Cooking With Myra: A parade of happiness in your mouth
Sept. 14, 2010 at 4:14 a.m.
Editor's note: This is the first of a two-part series on my recent trip to Austin as part of a "food and fun trip" hosted by the Cooking Depot in Cuero.
By Myra Starkey
I admit that I am what some folks would call a "foodie."
The current definition tends to be someone who is keenly interested in eating and cooking, in that order. I jump at almost any opportunity to eat something different or learn something new about cooking.
I dream of going to cooking school at the Culinary Institute of America in New York or the Sorbonne in France, but alas, at this point in my life, I seem to be up to my ears in raising kids, being an office manager and wife, with the occasional food adventure.
Last week, I traveled to Austin on a chartered bus "food and fun" trip with the Cooking Depot ladies from Cuero.
My cookbook group decided it was time for a road trip (bus trip), so we all signed up.
Our first stop was to be the farmers market. Torrential rainfall quelled our plans to visit this outdoor venue in the morning, so we settled on the Whole Foods flagship store in downtown Austin.
I love shopping in this beautifully-appointed store, where even the toothpaste is organic and would probably make you live two or three years longer if you just swallowed it after brushing.
Everything in the store is certified healthy, organic and sworn to have never been tested on any unwilling animal subjects.
I felt a new sense of vitality just walking through the front doors. I peered into the prepared food cases, which boast salads made from almost every healthy grain available.
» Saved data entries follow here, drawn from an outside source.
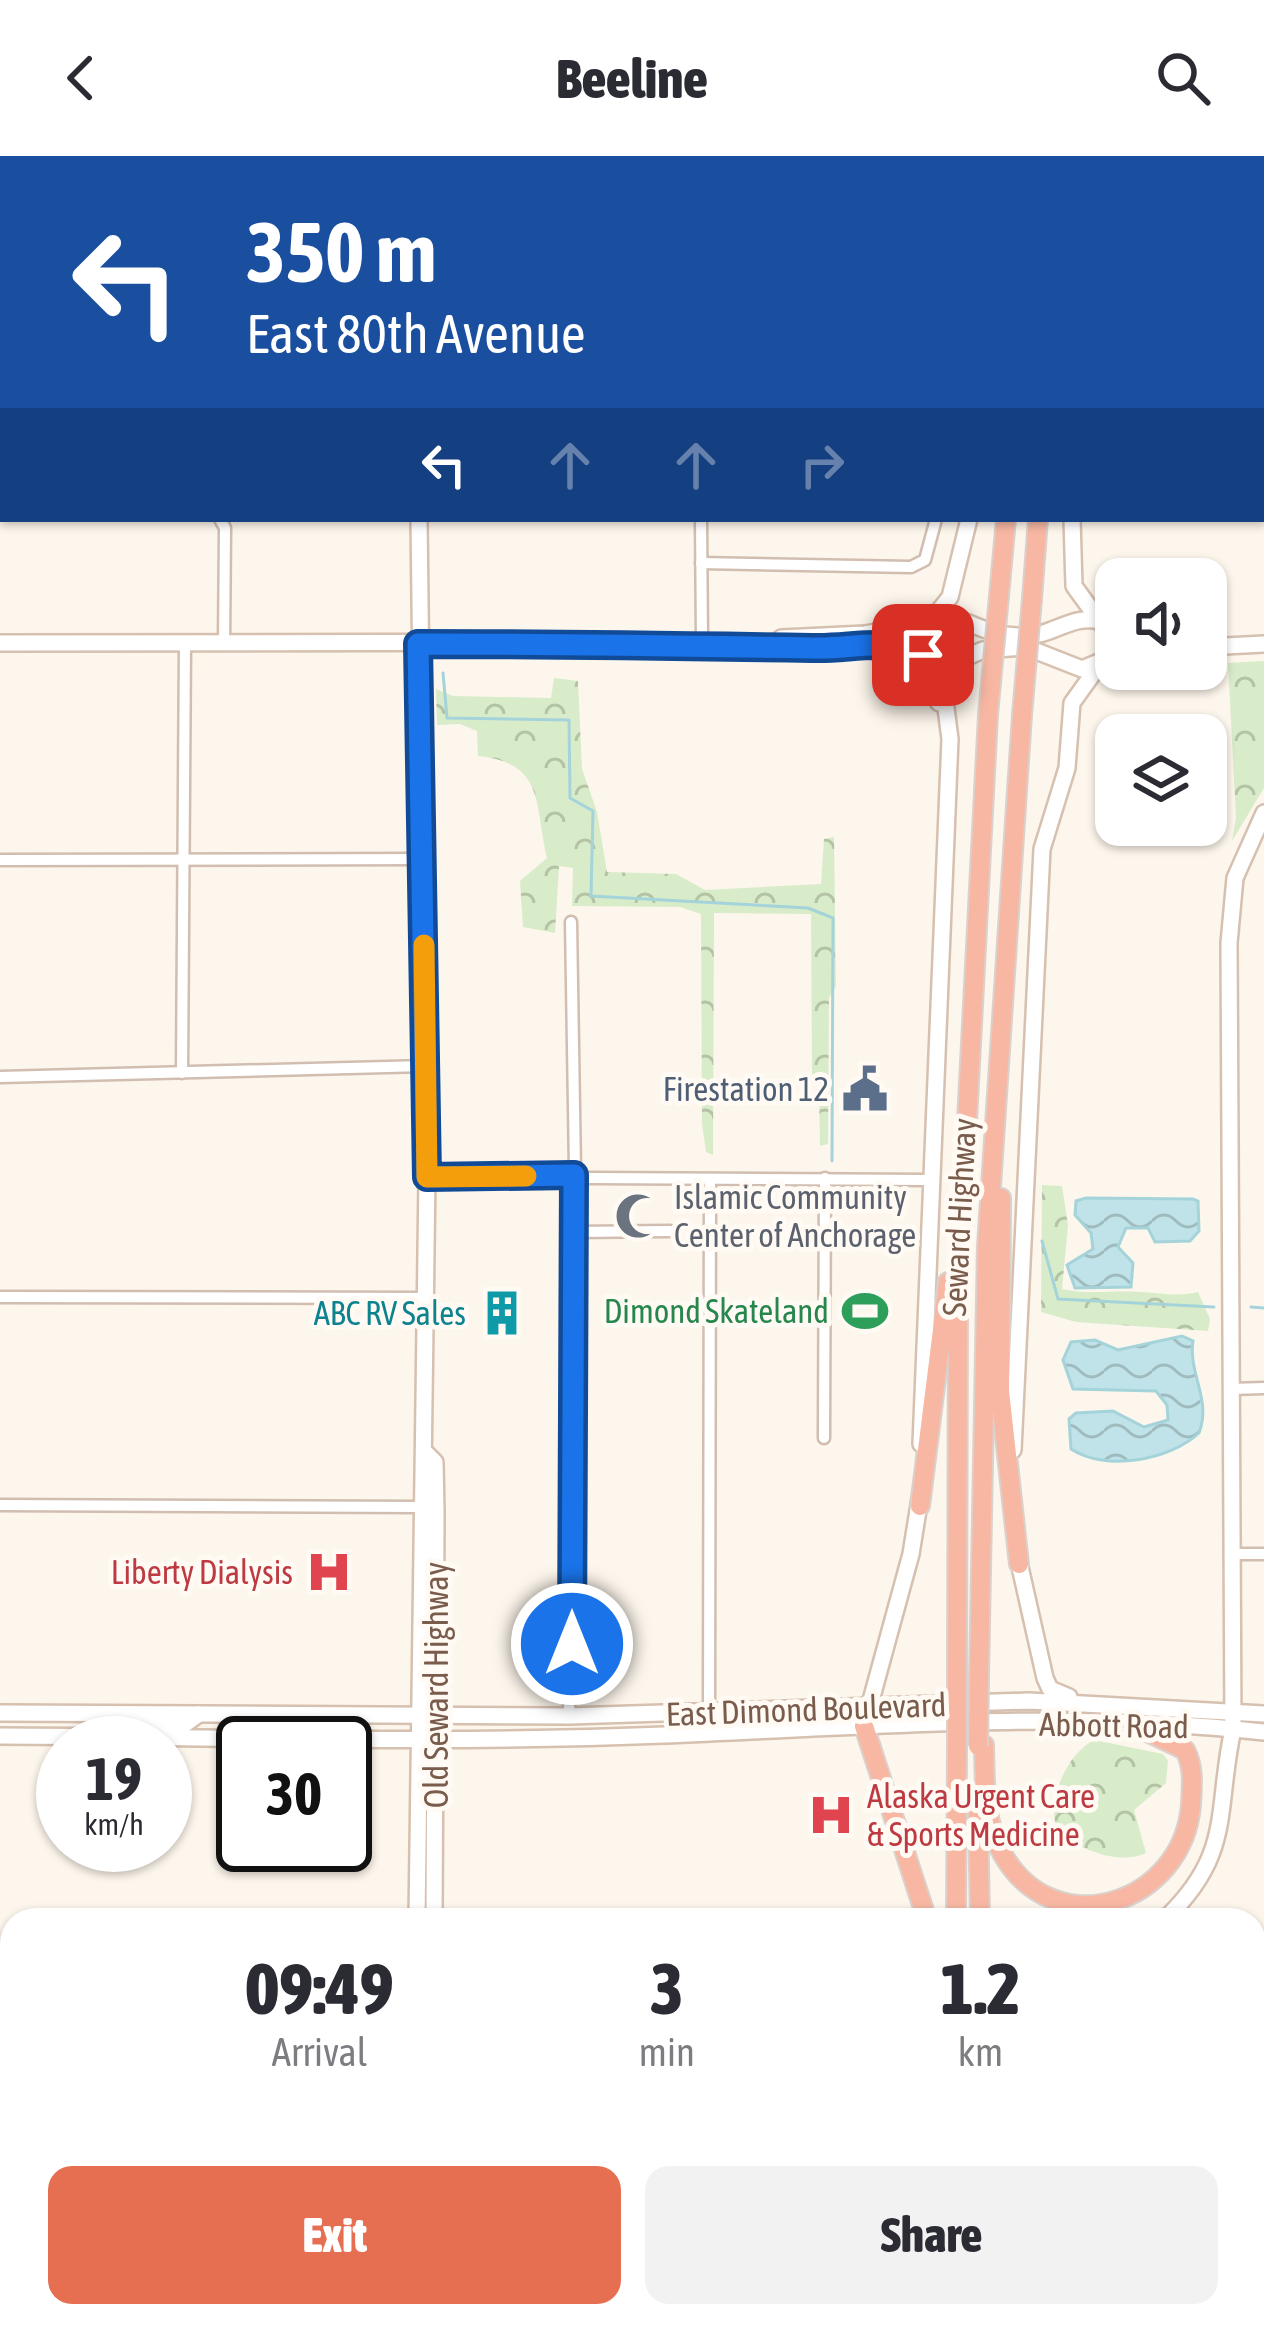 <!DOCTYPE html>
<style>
body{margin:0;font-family:"Asap Condensed",sans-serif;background:#f2f2f3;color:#2b2b33;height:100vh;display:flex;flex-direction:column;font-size:45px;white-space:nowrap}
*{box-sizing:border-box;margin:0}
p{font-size:39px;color:#7c7c81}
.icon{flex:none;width:66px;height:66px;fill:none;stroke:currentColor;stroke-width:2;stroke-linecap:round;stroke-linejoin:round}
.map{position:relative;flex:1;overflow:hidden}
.side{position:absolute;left:0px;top:1752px;width:1266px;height:420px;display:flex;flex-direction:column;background:#fff;border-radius:36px 36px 0 0;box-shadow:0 3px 9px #0004}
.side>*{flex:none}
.guide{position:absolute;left:0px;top:0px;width:1266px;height:366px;box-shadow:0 3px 9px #0004;background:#1a4fa0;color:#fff;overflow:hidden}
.controls{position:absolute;left:1095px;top:402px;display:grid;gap:24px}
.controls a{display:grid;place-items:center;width:132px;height:132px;border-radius:24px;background:#fff;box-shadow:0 3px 9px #0004;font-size:60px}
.speed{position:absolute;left:36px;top:1560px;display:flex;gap:24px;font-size:60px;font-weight:700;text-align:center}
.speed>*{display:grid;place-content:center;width:156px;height:156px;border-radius:50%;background:#fff;box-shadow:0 3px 9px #0004;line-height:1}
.speed small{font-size:30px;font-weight:400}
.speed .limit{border:6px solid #111;border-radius:18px;background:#fff;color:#111}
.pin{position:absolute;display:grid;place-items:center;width:102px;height:102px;color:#fff;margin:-51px;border-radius:24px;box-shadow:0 6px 18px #0006}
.me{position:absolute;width:132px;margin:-66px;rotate:0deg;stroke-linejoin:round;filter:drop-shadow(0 0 9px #0008)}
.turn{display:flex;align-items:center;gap:42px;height:252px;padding:0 48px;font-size:54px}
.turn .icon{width:156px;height:156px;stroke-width:2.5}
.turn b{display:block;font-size:84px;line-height:102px}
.lanes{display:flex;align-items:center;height:114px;padding:0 48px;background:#0003;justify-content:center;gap:60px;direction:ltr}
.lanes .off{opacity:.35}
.eta{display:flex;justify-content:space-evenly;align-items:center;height:204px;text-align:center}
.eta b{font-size:72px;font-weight:800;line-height:84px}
.primary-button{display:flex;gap:24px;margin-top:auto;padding:24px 48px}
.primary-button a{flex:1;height:138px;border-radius:24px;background:#e76f51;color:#fff;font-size:48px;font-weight:800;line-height:138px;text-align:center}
.primary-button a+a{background:#f2f2f3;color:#2b2b33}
header{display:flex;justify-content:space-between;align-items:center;height:156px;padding:0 48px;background:#fff;font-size:54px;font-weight:800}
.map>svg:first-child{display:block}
.forest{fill:url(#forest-crowns)}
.water{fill:url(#water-waves);stroke:#a5d3da;stroke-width:3}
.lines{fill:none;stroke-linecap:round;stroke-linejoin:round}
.stream{stroke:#a5d3da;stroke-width:3}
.street-casing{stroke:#d1beb0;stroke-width:15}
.secondary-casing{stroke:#d6c0b0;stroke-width:20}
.highway-casing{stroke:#dad1cd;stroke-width:22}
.street{stroke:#fff;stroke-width:10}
.secondary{stroke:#fff;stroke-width:15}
.highway{stroke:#f7b7a3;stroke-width:18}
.highway-bridge-casing{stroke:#dad1cd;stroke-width:22;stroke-linecap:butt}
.highway-bridge{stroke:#f7b7a3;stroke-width:18}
.route-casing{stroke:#114b97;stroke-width:30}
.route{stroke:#1a73e8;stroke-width:21}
.slow{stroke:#f59e0b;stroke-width:21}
.labels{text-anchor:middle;stroke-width:10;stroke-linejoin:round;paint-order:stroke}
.service-label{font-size:33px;fill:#4e5e75;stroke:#fffaf3;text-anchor:end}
.worship-label{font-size:33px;fill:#5b616d;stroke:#fffaf3;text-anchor:start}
.street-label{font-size:33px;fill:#7a5c4d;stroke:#fffaf3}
.leisure-label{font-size:33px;fill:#27864d;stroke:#fffaf3;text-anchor:end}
.culture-label{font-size:33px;fill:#0d838f;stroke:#fffaf3;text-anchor:end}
.health-label{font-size:33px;fill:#be3a42;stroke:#fffaf3;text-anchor:end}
</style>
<header><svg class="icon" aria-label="back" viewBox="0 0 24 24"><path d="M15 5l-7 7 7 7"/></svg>Beeline<svg class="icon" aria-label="search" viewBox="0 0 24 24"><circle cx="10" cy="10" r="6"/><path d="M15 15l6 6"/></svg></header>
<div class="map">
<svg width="1264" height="2172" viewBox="0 0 1264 2172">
<defs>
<pattern id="forest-crowns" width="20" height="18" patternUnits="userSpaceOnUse" patternTransform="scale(3)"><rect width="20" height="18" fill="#d8ecc9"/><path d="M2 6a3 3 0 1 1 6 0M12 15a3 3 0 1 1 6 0" fill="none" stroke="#b4c2a5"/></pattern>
<pattern id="water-waves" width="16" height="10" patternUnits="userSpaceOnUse" patternTransform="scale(3)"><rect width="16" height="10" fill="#bfe3e8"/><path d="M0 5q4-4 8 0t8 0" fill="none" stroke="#a0bbbe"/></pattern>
</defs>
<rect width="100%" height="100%" fill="#fdf6ec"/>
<g class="forest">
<polygon points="1264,505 1264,632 1232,685 1236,662 1228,507"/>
<path d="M 554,522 L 578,525 L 582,613 L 597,656 L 607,716 L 676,718 L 705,734 L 821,728 L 824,683 L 834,681 L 836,830 L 829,842 L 828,988 L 820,990 L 819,934 L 812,920 L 811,758 L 714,757 L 713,999 L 706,996 L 702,968 L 701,758 L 680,751 L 572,750 L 573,712 L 559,710 L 555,777 L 523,771 L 520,725 L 547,702 C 534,646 545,607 478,600 L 477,575 L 460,568 L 437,569 L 436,533 L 453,540 L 551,542 Z"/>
<path d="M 1042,1029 L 1062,1030 L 1068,1069 L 1062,1133 C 1090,1139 1112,1134 1140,1136 C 1163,1137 1176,1141 1198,1136 L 1210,1163 L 1208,1175 L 1076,1166 L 1041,1156 Z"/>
<path d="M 1094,1584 L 1163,1598 L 1168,1605 L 1166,1627 L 1134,1654 L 1146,1697 C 1119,1710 1079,1693 1057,1676 C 1047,1645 1065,1599 1094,1584 Z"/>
</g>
<g class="water">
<polygon points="1086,1042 1193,1043 1198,1045 1199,1075 1190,1085 1155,1086 1148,1072 1126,1072 1118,1091 1133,1107 1131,1131 1075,1132 1067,1109 1093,1093 1091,1077 1075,1059 1076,1045"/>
<path d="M 1182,1180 L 1193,1185 C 1188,1218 1212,1244 1199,1277 C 1170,1304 1106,1316 1071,1293 L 1069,1263 L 1076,1257 L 1113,1255 L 1144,1271 L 1168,1264 L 1167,1249 L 1156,1235 L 1073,1233 L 1063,1204 L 1071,1186 L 1095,1184 L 1118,1194 Z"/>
</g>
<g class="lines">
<g class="stream">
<polyline points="665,0 665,3"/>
<polyline points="0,292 3,292"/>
<polyline points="443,517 447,562 569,564 570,642 593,655 591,740 808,752 833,762 832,1005"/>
<polyline points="1042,1085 1058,1143 1214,1151"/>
<polyline points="1251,1151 1264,1152"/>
</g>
<g class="street-casing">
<g id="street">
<polyline points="300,0 300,3"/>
<polyline points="702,0 702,3"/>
<polyline points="544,3 544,0"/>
<polyline points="0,86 3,86"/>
<polyline points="0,221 3,221"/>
<polyline points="0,356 3,356"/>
<polyline points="220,363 225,372 224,487"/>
<polyline points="701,363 702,486"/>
<polyline points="701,407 911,411 925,404 936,363"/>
<polyline points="0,704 423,703"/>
<polyline points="182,917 185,487"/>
<polyline points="0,921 425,910"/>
<polyline points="427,1021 928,1024"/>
<polyline points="576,1076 670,1075"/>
<polyline points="0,1141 427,1142"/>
<polyline points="1230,1233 1264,1232"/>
<polyline points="824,1282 825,1022"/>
<polyline points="0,1349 420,1351"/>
<polyline points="1233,1398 1264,1398"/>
<polyline points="709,1557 710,1023"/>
<polyline points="569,1560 576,1076 571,766"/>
<polyline points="1254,2153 1264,2154"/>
</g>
</g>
<g class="secondary-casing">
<g id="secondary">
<polyline points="421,3 421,0"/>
<polyline points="990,3 990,0"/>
<polyline points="1091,3 1091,0"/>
<polyline points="1072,363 1074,430 1109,478 1105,504"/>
<polyline points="934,461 950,441 969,363"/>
<polyline points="781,482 865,478 926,467"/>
<polyline points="0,487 702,486 813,492 891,487 923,499"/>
<polyline points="1206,491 1264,488"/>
<polyline points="874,495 913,508 939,547"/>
<polyline points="929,505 946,510 983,494 1026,491 1082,513 1116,499"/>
<path d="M 921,1288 L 950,583 L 943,529 L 923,499 L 919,479 L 926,467 L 941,460 C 971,462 983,481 1025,480 C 1053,480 1072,458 1100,465"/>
<polyline points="1013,1294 1042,693 1067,612 1072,547 1100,508"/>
<polyline points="426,1297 435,1306 436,1357 434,1764"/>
<polyline points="1018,1402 1045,1522 1050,1533 1069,1541"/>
<polyline points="0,1557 569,1560 1029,1545 1264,1558"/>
<polyline points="864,1570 911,1398 920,1342"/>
<polyline points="90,1572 184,1569 199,1558"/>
<path d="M 0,1580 C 221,1581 443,1588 664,1579 C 863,1571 1066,1554 1264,1576"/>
<polyline points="417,1764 427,1021 419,363"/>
<path d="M 1164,1764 C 1234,1698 1215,1655 1233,1573 L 1229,787 L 1235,722 L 1264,657"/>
<polyline points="412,2160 412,2172"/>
<polyline points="429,2160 429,2172"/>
<polyline points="1019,2160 1019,2172"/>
</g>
</g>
<g class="highway-casing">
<g id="highway">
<polyline points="1009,3 1009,0"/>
<polyline points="1023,3 1023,0"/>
<polyline points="1057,3 1057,0"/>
<polyline points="999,440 1006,363"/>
<polyline points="1032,443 1038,363"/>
<polyline points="1001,1042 1000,1235 1019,1408"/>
<polyline points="920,1350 948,1126"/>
<polyline points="979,1521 987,1091 1022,559"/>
<polyline points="957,1525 958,1139 988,559"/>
<polyline points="864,1570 927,1764"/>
<path d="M 984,1589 C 985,1627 983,1663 1002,1697 C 1054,1791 1184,1748 1191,1648 C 1192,1629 1194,1611 1185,1594 L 1131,1568"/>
<polyline points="978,1655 980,1764"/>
<polyline points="956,1764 957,1590"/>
<polyline points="955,2160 955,2172"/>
<polyline points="983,2172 983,2160"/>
<polyline points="998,2172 999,2160"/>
</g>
</g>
<use href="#street" class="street"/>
<use href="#secondary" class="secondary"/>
<use href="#highway" class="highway"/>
<g class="highway-bridge-casing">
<g id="highway-bridge">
<polyline points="988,559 999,440"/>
<polyline points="1022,559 1032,443"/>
<polyline points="957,1525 957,1590"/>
<polyline points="978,1590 979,1521"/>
</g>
</g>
<use href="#highway-bridge" class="highway-bridge"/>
</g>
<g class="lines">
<g class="route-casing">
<path id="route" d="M 572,1488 L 574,1019 L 427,1021 L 418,488 C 550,488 682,490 815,492 C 852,493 888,481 923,499"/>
</g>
<use href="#route" class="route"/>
<polyline class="slow" points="424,789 427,1021 526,1020"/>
</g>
<defs>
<g id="civic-bare" transform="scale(3.6)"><path d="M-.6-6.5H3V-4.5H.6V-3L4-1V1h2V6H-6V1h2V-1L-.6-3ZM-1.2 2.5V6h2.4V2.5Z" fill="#5c6f8a" stroke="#fffaf3" stroke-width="2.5" paint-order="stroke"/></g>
<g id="mosque-bare" transform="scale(3.6)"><path d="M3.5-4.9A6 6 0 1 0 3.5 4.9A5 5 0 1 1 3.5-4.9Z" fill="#6b7280" stroke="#fffaf3" stroke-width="2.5" paint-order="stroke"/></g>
<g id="stadium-bare" transform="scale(3.6)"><path d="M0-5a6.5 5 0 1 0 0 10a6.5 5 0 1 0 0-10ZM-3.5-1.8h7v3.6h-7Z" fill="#2e9e5b" stroke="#fffaf3" stroke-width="2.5" paint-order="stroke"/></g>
<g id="building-bare" transform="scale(3.6)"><path d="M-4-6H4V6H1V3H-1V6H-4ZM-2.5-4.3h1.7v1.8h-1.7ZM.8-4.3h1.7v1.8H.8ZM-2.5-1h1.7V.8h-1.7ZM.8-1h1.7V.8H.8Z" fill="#0f9aa8" stroke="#fffaf3" stroke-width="2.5" paint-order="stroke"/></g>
<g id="hospital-bare" transform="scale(3.6)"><path d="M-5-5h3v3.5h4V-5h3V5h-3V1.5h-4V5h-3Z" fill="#e0444e" stroke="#fffaf3" stroke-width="2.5" paint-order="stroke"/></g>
</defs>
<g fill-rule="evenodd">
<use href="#civic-bare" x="865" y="933"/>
<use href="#mosque-bare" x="638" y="1060"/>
<use href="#stadium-bare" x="865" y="1155"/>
<use href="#building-bare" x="502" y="1157"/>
<use href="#hospital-bare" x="329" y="1416"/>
<use href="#hospital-bare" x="831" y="1659"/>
</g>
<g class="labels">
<g class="service-label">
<text x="829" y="945">Firestation 12</text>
</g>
<g class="worship-label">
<text x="674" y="1053">Islamic Community<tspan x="674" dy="38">Center of Anchorage</tspan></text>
</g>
<g class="street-label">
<text transform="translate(959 1061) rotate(-87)" y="12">Seward Highway</text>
<text transform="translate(436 1529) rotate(-90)" y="12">Old Seward Highway</text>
<text transform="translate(806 1553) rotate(-2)" y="12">East Dimond Boulevard</text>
<text transform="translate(1114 1569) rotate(1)" y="12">Abbott Road</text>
</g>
<g class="leisure-label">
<text x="829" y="1167">Dimond Skateland</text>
</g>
<g class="culture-label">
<text x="466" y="1169">ABC RV Sales</text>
</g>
<g class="health-label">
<text x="293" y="1428">Liberty Dialysis</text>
<text x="867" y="1652" text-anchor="start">Alaska Urgent Care<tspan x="867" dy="38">&amp; Sports Medicine</tspan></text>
</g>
</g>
</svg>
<div class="controls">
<a><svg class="icon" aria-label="sound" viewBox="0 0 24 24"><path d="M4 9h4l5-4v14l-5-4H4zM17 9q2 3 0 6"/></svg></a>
<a><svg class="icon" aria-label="layers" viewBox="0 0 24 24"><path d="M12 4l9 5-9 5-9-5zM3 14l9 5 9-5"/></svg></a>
</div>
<div class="speed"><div>19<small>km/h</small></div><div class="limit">30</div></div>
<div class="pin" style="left:923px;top:499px;background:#d93025"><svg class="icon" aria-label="arrive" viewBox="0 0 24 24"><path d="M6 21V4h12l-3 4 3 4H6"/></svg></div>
<svg class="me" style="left:572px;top:1488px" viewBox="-20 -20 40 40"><circle r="17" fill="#1a73e8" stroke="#fff" stroke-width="3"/><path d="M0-11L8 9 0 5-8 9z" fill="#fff"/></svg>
<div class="guide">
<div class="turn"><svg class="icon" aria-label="left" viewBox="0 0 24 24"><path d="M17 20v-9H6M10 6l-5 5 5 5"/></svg><div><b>350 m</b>East 80th Avenue</div></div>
<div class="lanes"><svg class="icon" aria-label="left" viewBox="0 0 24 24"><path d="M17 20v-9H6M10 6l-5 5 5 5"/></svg><svg class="icon off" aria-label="ahead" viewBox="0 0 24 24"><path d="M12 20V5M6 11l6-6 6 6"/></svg><svg class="icon off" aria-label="ahead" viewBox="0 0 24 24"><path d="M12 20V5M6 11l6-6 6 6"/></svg><svg class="icon off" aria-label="right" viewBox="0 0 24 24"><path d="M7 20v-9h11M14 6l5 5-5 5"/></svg></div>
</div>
<section class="side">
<div class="eta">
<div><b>09:49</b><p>Arrival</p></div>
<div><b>3</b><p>min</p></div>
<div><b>1.2</b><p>km</p></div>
</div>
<div class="primary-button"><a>Exit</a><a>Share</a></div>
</section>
</div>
I seized the chance to pick up some Israeli cous cous, pepitas with tamarind and a bottle of olive oil, all organic.
I was on the hunt for honey crisp apples, but these apparently have not yet ripened in their organic orchard or perhaps some politically-incorrect worms ate them.
I pushed my cart up and down the aisles dreamily gazing at all the edible possibilities for my palate. For some reason, all the food looks delicious even though it is supposedly good for you.Most of the employees appear to be thin, which is a conundrum since they are around this glorious food every day. It is always a good sign when the employees of an establishment are eating in the café during their lunch time recess.
I sashayed past them eyeballing their selections and noticed they were either drinking green spirulina smoothies or eating grains. Maybe that is what is keeping them thin.
I was summoned too early by my friends to join them at the check-out registers so we could move to the next stop on our culinary adventure.
Walton's Fancy and Staple Bakery on Sixth Street is perhaps best known for its movie star owner, Sandra Bullock.
It wasn't that we had any hopes of seeing her there, although it would have been fun. "Hey Sandra, loved you in The Blind Side. We just stopped in for some cookies!"
The bakery, located in the rear of the restored 1893 building, was a typical kitchen with bakers scurrying about in white coats and black clogs.
Annette from Cuero, our fearless leader, informed us that Sandi would be giving us a tour and we collectively gasped thinking Sandra just might have shown up as we arrived.
However, Sandi is the pastry chef, and we were not disappointed in the tour or the fare.
I sampled a sweet potato whoopie pie with cream cheese filling and perhaps the most delicious "egg" muffin known to mankind. With the first bite, I assumed it was fried, but the crumb was too soft on the exterior and had a buttery taste mixed with cinnamon.
I queried Sandi and she was happy to share the recipe or at least a verbal one.
The cake is baked in an egg pan and is a butter cake batter with nutmeg added. It is removed after baking and rolled in melted butter and coated in cinnamon sugar. This is a thousand times better than a snickerdoodle and I love snickerdoodles.
Next, we traveled to the home of Danika Boyle where we were treated to a cooking lesson. The kitchen is quite large, and Boyle was darling.
She is small in stature with a big personality. She was educated at the Sorbonne in Paris, but credits her culinary training to the markets and restaurants in that region. We cooked our way through sauteed mushrooms with brie, chocolate pots de creme with lavender, honeyed carrots, ribeyes and potatoes gratin.
She demonstrated techniques as her kitchen filled with laughter and the warm and pungent smells of garlic and chocolate and mushrooms and cheese.
As the rain fell on the roof we dined in the large den, sitting on whatever surface was available.
As we licked our spoons savoring the salty finish on the chocolate dessert, the rain stopped and we headed for the Triangle Farmers Market.